In April 2020, James Clear went on Sam Harris’ podcast to talk about his excellent book, Atomic Habits. In the interview, he spoke about my definition of habit formation and described me as a behavioral economist. While I’m a big fan of James’ work, and appreciated the shoutout, I squirmed a bit when he labeled me a behavioral economist.
You see, these days I’m not a big fan of behavioral economics as a discipline. I used to proudly wear the “behavioral economist” label. But in the past few years I’ve become increasingly dismayed by what I see as a consistent pattern of overpromising and underdelivering.
Currently, the best research shows that behavioral economic interventions have, on average, a 1.4% impact on outcome variables in the real world. This would be fine if these interventions advertised a 1.4% impact. The problem is that the studies these interventions are based on promise an average impact of 8.7%.
This means that behavioral economics interventions are ~16% as powerful as claimed. That’s shocking.
What would you call it if you purchased a cholesterol medication that promised to reduce your cholesterol levels by 50%, but only reduced it by 8%?
What would you call it if a financial advisor promised you average annual returns of 10%, but only ended up providing you a 1.6% annual return in the coming decade?
In areas of life that matter, such as health and finance, we have no problem calling this what it is: false advertising.
But in the academic realm, where the stakes are much lower, we let this behavior slide. Maybe it’s because we subconsciously don’t take academics very seriously, or perhaps it’s because we just assume that the work they’re doing is so complicated that a mistake is bound to happen along the way. Whatever the reason, we’re surprisingly forgiving.
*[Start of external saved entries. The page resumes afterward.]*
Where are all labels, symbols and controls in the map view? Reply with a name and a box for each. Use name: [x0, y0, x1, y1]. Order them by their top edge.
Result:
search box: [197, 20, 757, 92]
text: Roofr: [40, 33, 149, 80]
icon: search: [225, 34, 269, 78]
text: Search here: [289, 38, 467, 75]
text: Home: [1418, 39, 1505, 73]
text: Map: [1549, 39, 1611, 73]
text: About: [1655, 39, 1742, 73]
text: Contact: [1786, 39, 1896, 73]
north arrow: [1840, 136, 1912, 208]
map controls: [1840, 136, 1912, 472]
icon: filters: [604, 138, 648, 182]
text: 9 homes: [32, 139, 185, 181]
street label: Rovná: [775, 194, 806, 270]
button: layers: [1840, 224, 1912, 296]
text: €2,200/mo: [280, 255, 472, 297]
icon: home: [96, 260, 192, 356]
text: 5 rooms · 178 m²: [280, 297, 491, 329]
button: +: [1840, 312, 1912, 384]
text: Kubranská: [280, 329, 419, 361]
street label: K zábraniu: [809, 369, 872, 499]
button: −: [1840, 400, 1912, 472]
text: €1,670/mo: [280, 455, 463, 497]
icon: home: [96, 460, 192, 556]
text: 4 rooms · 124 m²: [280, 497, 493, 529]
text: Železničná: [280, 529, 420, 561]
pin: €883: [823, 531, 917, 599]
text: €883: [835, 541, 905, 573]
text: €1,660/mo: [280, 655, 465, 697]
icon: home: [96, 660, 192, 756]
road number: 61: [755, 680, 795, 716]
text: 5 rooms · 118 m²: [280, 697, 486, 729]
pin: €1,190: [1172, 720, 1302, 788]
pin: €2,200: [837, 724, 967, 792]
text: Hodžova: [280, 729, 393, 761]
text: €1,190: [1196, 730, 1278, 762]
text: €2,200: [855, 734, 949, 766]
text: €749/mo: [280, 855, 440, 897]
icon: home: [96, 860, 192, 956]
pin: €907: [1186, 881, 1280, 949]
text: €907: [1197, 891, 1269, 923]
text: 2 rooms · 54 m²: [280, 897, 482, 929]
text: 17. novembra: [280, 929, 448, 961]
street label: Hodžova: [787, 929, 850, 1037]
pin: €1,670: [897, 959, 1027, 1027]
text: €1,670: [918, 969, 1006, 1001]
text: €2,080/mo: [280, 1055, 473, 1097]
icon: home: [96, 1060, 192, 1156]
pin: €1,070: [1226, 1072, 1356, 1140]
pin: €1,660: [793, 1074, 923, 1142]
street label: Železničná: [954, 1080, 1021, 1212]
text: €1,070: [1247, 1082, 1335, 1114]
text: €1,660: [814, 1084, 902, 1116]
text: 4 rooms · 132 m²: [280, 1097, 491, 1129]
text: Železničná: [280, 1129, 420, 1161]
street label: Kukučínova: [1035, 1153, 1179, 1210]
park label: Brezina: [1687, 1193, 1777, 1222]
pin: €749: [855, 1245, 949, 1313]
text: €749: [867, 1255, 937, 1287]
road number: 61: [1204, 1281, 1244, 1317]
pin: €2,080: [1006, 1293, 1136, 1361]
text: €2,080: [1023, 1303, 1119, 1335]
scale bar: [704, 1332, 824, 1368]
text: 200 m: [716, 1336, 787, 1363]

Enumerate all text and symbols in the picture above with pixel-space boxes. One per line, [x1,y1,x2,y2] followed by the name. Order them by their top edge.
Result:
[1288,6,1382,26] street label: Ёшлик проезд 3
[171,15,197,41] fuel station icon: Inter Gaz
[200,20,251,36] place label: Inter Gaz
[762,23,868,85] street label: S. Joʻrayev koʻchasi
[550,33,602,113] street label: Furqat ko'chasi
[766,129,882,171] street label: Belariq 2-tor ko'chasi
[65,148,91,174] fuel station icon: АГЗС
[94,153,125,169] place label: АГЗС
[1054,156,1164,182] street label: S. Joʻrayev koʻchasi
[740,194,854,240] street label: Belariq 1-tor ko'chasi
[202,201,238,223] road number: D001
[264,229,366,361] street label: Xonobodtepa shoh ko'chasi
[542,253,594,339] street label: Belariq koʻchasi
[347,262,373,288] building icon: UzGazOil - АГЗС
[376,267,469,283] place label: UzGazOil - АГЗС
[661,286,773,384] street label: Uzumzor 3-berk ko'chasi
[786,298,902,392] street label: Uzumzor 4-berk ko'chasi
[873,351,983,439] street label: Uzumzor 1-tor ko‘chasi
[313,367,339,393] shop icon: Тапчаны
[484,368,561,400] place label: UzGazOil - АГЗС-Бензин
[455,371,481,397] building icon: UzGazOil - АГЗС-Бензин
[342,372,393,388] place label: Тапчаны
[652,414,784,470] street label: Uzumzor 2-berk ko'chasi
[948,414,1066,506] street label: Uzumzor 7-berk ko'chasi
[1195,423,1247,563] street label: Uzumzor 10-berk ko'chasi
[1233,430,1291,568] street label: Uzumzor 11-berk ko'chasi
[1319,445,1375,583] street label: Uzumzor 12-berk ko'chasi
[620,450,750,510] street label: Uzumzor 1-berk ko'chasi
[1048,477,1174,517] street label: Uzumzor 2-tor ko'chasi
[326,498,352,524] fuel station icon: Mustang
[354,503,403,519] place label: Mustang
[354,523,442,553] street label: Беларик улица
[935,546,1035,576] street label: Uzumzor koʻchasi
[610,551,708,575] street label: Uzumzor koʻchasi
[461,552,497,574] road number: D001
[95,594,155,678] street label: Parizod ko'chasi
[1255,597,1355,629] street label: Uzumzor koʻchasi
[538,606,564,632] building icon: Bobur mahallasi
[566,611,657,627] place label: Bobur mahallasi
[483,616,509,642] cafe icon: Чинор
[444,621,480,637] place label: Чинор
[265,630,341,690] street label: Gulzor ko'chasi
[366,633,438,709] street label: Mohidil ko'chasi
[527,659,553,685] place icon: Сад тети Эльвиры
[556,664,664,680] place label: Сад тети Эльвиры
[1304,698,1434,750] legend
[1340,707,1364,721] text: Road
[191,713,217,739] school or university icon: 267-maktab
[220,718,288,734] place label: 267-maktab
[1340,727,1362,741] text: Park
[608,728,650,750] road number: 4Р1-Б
The problem is that those of us who take this research and use it to make multi-million (or billion) dollar decisions are assuming that it’s being done with care. We’re assuming that the academics who are publishing are doing everything they can to make sure that the experiment was designed correctly, that the recruiting was rigorous, that the analysis is appropriate, and that we’re seeing the full data sets that were collected (file drawer problem).
Unfortunately, this doesn’t seem to be the case.
As has been covered many times before, the behavioral sciences have a dreadful replication rate. Fewer than half the studies that are published are able to be replicated. The actual number is closer to 36%.
We’re lucky to have these figures, since replications are few and far between. It doesn’t help one’s career to do replications. If you’re a young researcher looking to make a name for yourself, you’re not going to get very far by rehashing old ideas—you need your own surprising findings to get citations and build a niche. And if you go around trying to see if other studies in your field can actually be repeated, you’re not going to make many friends. Already well-known academics with power in the field are not going to sit by while you try and poke holes in their life’s work.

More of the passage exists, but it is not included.